** TASK INSTRUCTIONS **
Look through the data below and say how many of its lines contain "Eastview", adding nothing else.

** Saved data entries **
━━━
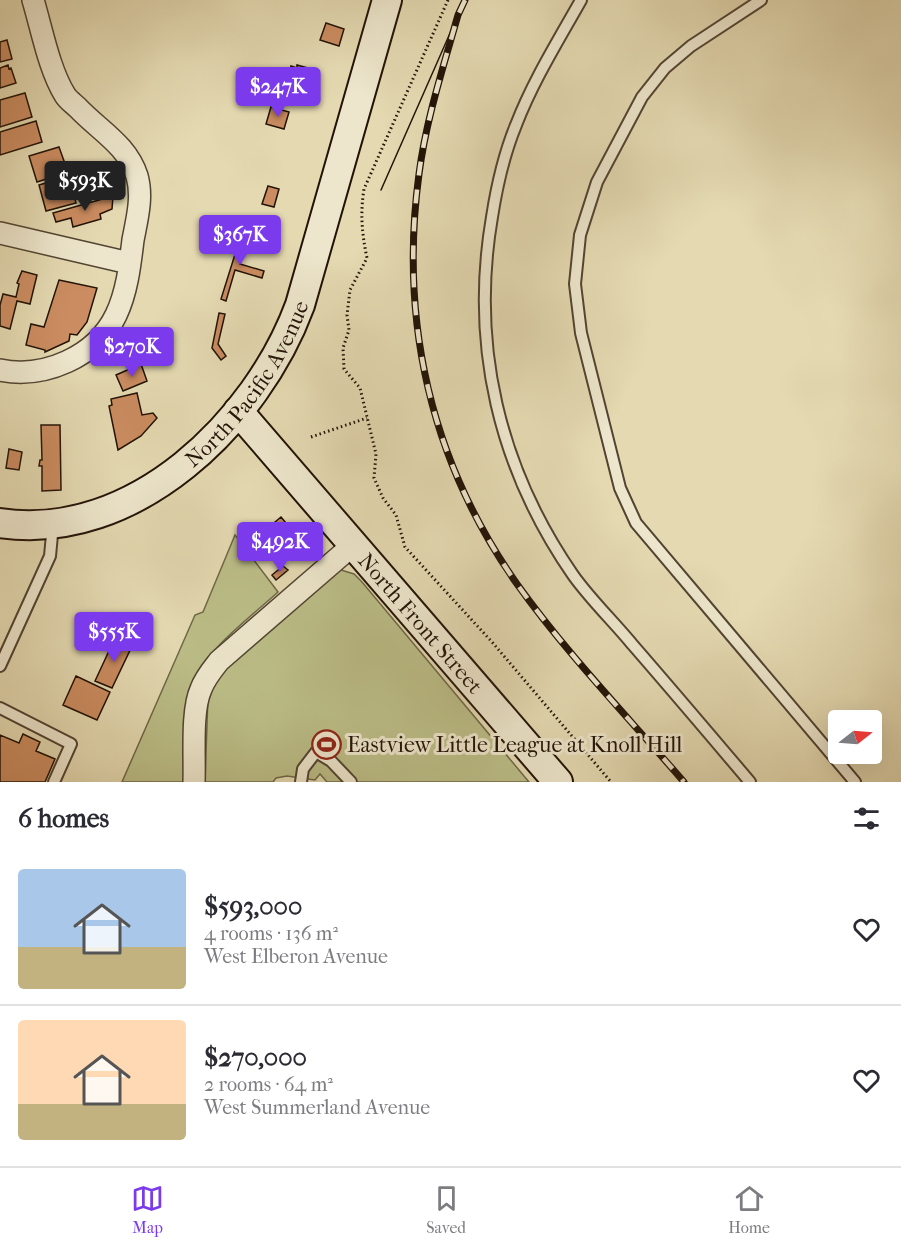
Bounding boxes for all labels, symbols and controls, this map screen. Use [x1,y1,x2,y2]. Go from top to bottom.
pin: $247K [236,67,320,118]
text: $247K [250,75,306,98]
pin: $593K [43,161,127,212]
text: $593K [59,169,111,192]
pin: $367K [198,215,282,266]
text: $367K [213,223,267,246]
street label: North Pacific Avenue [180,297,314,473]
pin: $270K [90,327,174,378]
text: $270K [104,335,160,358]
pin: $492K [238,522,322,573]
text: $492K [251,530,309,553]
street label: North Front Street [352,548,488,699]
pin: $555K [72,612,156,663]
text: $555K [88,620,140,643]
north arrow [828,710,882,764]
map controls [828,710,882,764]
sports icon: Eastview Little League at Knoll Hill [310,728,342,760]
place label: Eastview Little League at Knoll Hill [347,732,682,758]
icon: filters [850,802,883,835]
text: 6 homes [18,803,109,834]
text: $593,000 [204,891,302,922]
icon: home [66,893,138,965]
icon: heart [850,913,883,946]
text: 4 rooms · 136 m² [204,922,338,945]
text: West Elberon Avenue [204,945,388,968]
text: $270,000 [204,1042,307,1073]
icon: home [66,1044,138,1116]
icon: heart [850,1064,883,1097]
text: 2 rooms · 64 m² [204,1073,333,1096]
text: West Summerland Avenue [204,1096,430,1119]
tab: Map [131,1182,164,1237]
tab: Saved [426,1182,466,1237]
tab: Home [728,1182,770,1237]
━━━
** THE ANSWER **
2